The nuclear-powered submarine is the fourth U.S. Navy vessel to be named North Carolina. A handful of former crew members of the World War II-era battleship North Carolina, on display as a floating museum in Wilmington, N.C., attended the ceremony.
"I'm happy to see them carrying on the proud name of the USS North Carolina," said Denny Jones, 80, of Jamestown, Ky., who served on the battleship from 1944- 46.
The submarine, which is about 88 percent complete, will be launched into the James River on May 5 with a scheduled December delivery date to the Navy.
“At her top speed, she will make less noise than most of our submarines do at 5 knots,” said Vice Adm. John Donnelly
The next four VA Class subs have even more improvements. No country on earth has the production expertise to crank out these babies like the US does.
For someone in the Navy, can you explain the decision to shift to state names from ballistic missile subs to attack subs, which always used to be named for cities?
Nice touch to have a long “serving” Navy spouse do the honors!
Actually, the state names used to be reserved for battleships (New Jersey, Missouri, etc.). With the Ohio class ballistic missile sub, the Navy determined that the FBMs were “capital” ships and thus worthy of state names. Since they’re not building any more boomers right now, I guess the old rule is out the window. There were also two classes of nuclear powered guided missile cruisers that had state names. The old Virginia class, and the South Carolina.
Way back in the mists of time, BBs were named for states and cruisers were named for cities. There were three battleships named Iowa, for example.
They should make a new type of battleship, and the names of the states in the Union should be used for those.

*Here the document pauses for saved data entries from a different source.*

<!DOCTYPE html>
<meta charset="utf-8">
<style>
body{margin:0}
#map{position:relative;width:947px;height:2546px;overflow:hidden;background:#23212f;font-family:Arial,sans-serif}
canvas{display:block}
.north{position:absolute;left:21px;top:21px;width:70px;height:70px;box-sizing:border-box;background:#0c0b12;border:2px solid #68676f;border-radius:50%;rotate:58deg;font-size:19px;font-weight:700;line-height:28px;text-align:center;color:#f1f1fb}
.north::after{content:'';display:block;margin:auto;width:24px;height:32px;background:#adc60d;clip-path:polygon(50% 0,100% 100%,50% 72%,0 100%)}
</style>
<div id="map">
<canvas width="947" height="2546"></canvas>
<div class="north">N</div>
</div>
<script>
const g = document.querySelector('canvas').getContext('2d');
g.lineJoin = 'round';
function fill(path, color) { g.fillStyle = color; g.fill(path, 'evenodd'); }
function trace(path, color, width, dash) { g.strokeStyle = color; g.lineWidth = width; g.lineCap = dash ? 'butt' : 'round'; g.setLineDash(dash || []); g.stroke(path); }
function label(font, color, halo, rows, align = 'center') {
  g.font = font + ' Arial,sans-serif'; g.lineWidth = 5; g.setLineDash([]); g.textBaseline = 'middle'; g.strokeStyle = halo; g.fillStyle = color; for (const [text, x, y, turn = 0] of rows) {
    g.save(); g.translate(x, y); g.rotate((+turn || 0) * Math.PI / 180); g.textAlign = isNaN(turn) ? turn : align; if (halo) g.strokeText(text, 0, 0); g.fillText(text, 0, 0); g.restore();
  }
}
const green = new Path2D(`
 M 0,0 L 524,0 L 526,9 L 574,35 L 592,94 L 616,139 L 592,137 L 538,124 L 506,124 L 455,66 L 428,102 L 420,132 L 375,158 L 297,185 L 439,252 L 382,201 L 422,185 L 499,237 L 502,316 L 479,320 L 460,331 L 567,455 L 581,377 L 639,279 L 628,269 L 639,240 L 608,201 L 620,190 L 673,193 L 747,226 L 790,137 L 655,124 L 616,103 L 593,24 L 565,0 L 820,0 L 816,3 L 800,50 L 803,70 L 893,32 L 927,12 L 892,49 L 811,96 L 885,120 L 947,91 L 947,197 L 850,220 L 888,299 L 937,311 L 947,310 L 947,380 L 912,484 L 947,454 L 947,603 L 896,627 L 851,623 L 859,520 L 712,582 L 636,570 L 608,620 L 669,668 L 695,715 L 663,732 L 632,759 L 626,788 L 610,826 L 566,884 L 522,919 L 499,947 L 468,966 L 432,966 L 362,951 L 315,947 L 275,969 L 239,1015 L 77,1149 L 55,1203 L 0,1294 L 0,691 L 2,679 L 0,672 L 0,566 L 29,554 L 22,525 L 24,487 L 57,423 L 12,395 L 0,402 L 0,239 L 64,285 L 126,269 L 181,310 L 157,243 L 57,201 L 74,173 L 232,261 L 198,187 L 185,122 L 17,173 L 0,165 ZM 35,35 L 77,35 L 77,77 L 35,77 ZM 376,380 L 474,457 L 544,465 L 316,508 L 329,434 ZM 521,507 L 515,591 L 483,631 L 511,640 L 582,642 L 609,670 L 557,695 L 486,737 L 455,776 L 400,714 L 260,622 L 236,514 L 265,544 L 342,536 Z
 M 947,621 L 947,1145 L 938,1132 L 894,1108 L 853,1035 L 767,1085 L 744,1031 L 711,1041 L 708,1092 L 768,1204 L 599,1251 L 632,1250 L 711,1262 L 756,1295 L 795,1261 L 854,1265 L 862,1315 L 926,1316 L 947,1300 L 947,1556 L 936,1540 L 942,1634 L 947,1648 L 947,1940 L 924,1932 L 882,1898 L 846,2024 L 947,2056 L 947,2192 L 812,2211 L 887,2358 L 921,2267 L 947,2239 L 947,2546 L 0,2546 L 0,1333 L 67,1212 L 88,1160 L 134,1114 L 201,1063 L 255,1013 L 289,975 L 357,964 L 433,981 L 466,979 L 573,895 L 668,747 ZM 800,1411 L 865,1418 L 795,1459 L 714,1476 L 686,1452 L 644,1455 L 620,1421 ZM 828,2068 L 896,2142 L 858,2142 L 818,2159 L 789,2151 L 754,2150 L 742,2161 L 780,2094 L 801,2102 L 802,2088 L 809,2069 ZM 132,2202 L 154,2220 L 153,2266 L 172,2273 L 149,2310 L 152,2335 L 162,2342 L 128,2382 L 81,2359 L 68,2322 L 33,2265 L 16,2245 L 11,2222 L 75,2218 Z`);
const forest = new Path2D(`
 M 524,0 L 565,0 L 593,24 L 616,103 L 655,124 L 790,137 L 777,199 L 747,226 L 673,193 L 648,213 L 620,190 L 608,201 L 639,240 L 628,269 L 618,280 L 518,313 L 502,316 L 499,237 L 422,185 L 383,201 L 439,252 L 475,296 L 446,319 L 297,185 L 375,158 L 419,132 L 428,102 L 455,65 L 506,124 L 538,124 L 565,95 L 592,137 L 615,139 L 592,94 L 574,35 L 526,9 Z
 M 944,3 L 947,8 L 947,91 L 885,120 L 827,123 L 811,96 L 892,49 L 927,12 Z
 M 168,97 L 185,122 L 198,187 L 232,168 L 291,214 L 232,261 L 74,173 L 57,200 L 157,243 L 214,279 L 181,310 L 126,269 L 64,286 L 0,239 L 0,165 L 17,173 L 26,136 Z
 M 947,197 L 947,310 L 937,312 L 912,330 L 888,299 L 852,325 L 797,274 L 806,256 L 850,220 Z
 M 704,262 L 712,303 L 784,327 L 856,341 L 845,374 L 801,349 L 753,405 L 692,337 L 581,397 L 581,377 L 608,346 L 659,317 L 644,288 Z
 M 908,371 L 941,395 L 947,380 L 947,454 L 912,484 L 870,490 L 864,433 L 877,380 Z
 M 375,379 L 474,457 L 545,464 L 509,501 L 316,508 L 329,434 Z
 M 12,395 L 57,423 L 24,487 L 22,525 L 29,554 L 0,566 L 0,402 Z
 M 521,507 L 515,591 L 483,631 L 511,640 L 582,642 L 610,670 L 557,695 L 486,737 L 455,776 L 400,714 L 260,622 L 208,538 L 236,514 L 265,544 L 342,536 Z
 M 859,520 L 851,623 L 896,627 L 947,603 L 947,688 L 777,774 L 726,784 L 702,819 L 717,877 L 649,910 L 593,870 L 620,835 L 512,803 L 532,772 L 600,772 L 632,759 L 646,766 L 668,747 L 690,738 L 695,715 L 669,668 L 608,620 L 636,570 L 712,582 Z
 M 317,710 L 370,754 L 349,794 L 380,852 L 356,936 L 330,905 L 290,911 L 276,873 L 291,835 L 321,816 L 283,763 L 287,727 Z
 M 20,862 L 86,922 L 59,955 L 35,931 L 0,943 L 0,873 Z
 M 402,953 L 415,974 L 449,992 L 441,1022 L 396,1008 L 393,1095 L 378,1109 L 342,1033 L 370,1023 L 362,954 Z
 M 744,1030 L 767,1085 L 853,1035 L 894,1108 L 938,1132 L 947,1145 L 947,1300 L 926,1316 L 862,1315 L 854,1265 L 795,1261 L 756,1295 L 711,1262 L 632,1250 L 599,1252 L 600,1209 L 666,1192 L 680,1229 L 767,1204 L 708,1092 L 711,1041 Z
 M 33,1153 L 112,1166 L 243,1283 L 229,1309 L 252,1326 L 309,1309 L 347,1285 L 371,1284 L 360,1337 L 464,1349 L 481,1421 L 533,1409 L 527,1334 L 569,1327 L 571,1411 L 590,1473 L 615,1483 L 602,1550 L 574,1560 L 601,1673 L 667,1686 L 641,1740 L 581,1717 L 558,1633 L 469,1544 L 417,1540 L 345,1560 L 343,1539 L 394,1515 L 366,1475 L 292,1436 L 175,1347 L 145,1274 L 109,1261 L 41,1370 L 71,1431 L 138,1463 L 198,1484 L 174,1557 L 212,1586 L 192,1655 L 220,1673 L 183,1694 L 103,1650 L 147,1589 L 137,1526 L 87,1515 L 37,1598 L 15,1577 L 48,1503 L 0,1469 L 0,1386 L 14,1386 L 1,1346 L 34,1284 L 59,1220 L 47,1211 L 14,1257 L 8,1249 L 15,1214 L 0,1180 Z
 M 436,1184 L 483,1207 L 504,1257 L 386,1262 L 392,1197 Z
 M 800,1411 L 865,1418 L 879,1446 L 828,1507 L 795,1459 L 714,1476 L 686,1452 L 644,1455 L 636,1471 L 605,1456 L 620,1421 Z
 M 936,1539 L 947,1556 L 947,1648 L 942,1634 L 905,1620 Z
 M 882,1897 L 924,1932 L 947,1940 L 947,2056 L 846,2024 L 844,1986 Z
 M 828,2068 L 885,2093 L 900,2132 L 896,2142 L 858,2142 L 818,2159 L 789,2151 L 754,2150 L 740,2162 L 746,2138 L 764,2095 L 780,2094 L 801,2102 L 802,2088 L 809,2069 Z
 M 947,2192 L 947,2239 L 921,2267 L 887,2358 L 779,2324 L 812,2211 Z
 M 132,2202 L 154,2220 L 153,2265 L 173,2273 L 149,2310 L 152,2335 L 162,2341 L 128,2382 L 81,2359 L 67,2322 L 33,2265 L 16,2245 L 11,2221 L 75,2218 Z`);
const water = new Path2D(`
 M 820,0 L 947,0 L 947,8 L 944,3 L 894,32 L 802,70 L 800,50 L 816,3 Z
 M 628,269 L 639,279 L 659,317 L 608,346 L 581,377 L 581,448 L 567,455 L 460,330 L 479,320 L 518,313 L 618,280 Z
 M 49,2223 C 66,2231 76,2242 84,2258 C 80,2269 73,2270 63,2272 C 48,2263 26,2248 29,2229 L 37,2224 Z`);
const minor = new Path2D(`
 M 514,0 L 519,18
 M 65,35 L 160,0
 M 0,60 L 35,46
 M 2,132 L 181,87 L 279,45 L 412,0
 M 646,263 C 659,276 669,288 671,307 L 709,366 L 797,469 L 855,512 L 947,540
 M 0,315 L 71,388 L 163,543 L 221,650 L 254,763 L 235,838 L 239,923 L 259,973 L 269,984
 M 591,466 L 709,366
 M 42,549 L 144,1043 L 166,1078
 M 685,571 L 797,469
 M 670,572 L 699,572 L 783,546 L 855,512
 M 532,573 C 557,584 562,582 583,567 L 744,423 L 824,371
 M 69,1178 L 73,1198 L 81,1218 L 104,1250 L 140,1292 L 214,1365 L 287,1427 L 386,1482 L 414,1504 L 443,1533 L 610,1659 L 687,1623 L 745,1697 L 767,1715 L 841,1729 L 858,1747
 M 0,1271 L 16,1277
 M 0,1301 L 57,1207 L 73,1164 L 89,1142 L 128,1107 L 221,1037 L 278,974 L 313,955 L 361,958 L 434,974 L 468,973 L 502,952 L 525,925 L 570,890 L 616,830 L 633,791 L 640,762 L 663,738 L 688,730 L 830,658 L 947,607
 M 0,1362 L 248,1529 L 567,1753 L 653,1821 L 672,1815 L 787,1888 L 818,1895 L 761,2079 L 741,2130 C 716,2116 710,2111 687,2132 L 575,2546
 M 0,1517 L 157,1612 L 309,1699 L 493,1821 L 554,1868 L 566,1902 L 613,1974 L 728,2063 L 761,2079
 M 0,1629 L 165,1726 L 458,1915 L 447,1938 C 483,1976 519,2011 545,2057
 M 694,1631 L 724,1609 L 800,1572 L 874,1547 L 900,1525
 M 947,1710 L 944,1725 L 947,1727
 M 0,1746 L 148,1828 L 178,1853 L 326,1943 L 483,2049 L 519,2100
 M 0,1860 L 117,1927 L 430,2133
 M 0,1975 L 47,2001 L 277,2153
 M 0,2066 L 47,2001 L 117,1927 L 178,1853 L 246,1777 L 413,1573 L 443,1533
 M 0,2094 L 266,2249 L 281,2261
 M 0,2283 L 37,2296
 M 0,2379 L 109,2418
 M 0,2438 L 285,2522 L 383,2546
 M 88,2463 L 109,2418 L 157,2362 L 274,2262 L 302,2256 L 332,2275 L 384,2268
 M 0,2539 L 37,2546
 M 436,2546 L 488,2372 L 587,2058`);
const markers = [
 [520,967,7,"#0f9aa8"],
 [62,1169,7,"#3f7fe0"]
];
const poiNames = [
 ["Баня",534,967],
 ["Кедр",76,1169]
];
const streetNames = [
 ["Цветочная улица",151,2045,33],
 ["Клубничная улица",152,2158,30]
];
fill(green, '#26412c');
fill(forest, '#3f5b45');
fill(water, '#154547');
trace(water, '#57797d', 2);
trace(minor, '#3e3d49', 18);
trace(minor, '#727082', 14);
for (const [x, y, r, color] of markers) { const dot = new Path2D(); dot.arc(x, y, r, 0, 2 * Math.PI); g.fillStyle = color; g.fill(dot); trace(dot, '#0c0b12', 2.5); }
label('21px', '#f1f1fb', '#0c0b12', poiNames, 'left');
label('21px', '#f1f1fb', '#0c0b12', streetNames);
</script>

Currently, the “big” ships are aircraft carriers. President’s names can be used for capital ships, but the most respected ships in the Navy should be the ones with state names. And not much offense to submarines, but they aren’t the most respected ships in the fleet. (though at least it isn’t a tugboat).
Submarines are the best form of naval power projection though. :)
Submarines were once named after fish. I was on the diesel sub USS Jallao (SS-368).
“They should make a new type of battleship”
Battleships are obsolete.
I find that statement hard to believe myself.
No offense, but oh what planet is that statement true? :-)
People signed up for subs a t a rate so high they forced people into the surface fleet when I was in. A PO 3rd lass on a sub was usually about 20 yrs old. In the surface Navy he was usually about 30.
No kidding. I don’t know what technology we’ve developed to be able to do that, but it would be revolutionary.